RAL Tier1 weekly operations castor 13/10/2014

Operations News

Plan to ensure PreProd represents production in terms of hardware generation are underway
Disk server redeployments continue (i.e. D1T0 reused in D0T1 etc) ... 5 servers in LHCb left, see below
xrootd security advisory with FAX component within xrootd
SL6 Headnode work progressing well - hoping for test in castor vcert next week
PSU oracle patch on juno completed

Gdss720 - currently looking like there is a RAID issue (LSI card) at the root of its problems. Kashif attempted to replace the RAID controller Friday 10th but was unsuccessful. The server is now running Read Only again with the same RAID controller as before.
still having difficult deploying 5 servers into LHCb production because of a mellanox network/quattor issue - fabric to fix
Atlas load, high wait I/O on several servers – partly understood and working towards some config changes
T2K - could not get through SRM – Shaun caused and corrected (would have affected sno+ and another)
T2K files with a physical size but no size in namespace (blocking a disk server decommissioning) - Brian talking to T2K.
CIP stopped updating – this particular problem is thought to be related to the castor switch due to emc failure. Action Add CIP into instructions for castor failover.Castor team decided to wait until dbs rolled back.
DB duplicates SRM userfile tables still occurring – test files only
EMC array issues – scheduled fail-back on Tuesday 10:00–12:00 (looks like dataguard has a day and a half left to sync up dbs – end of Sat 11th)

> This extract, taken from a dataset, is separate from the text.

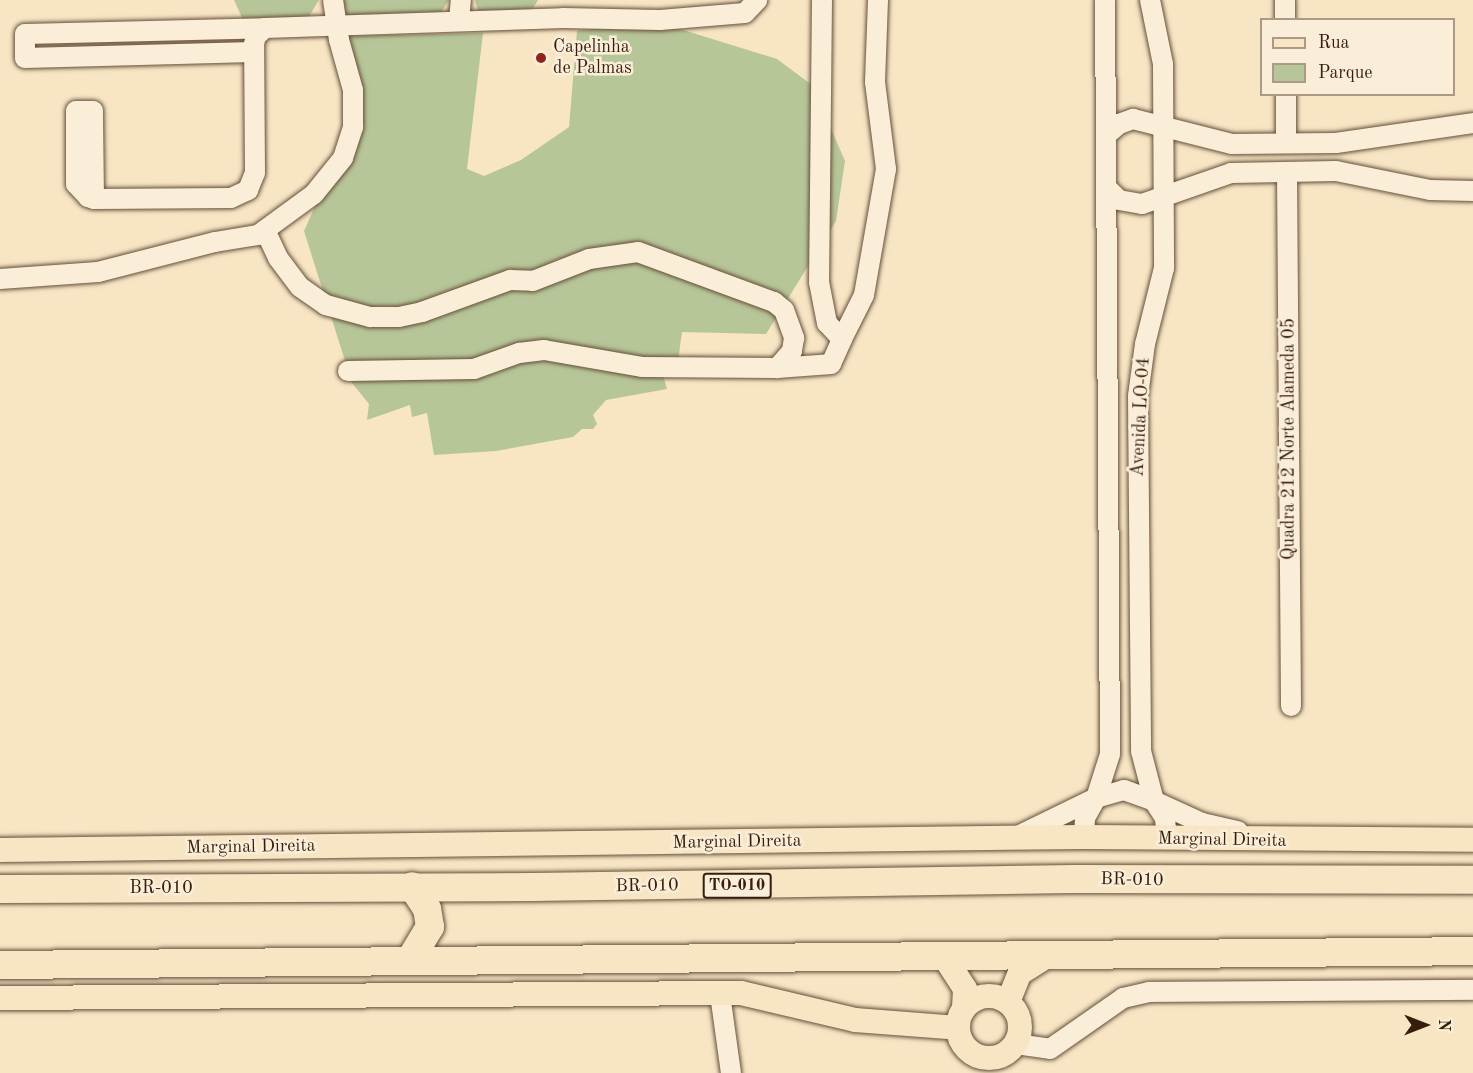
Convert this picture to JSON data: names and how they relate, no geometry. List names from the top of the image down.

grid ftp bug in SL6 - stops any globus copy if a client is using a particular library. This is a show stopper for SL6 on disk server.

A Tier 1 Database cleanup is planned so as to eliminate a number of excess tables and other entities left over from previous CASTOR versions. This will be change-controlled in the near future.
Juan further patch castor dbs (PSU patches for Pluto and Juno) – standard change ... TBC
2.1.14-14 stress testing in preprod along with new errata
Tuesday 10:00 am SAN switchback
LHCB boxes into production (assuming mellanox issues resolved)

Tasks

Possible future upgrade to CASTOR 2.1.14-15 post christmas
Switch from admin machines: lcgccvm02 to lcgcadm05
New VM configured to run against the standby CASTOR database will be created as a front-end for dark data etc queries.
Replace DLF with Elastic Search
Correct partitioning alignment issue (3rd CASTOR partition) on new castor disk servers

Interventions

Castor problems with the cache on an emc disk array - atlas were worst affected. Our position was improved by moving to atlas/gen stager/srm standby Monday 6th Oct. Moving back on Tuesday 6th at 10am. Improved monitoring and speed of EMCs response being looked into.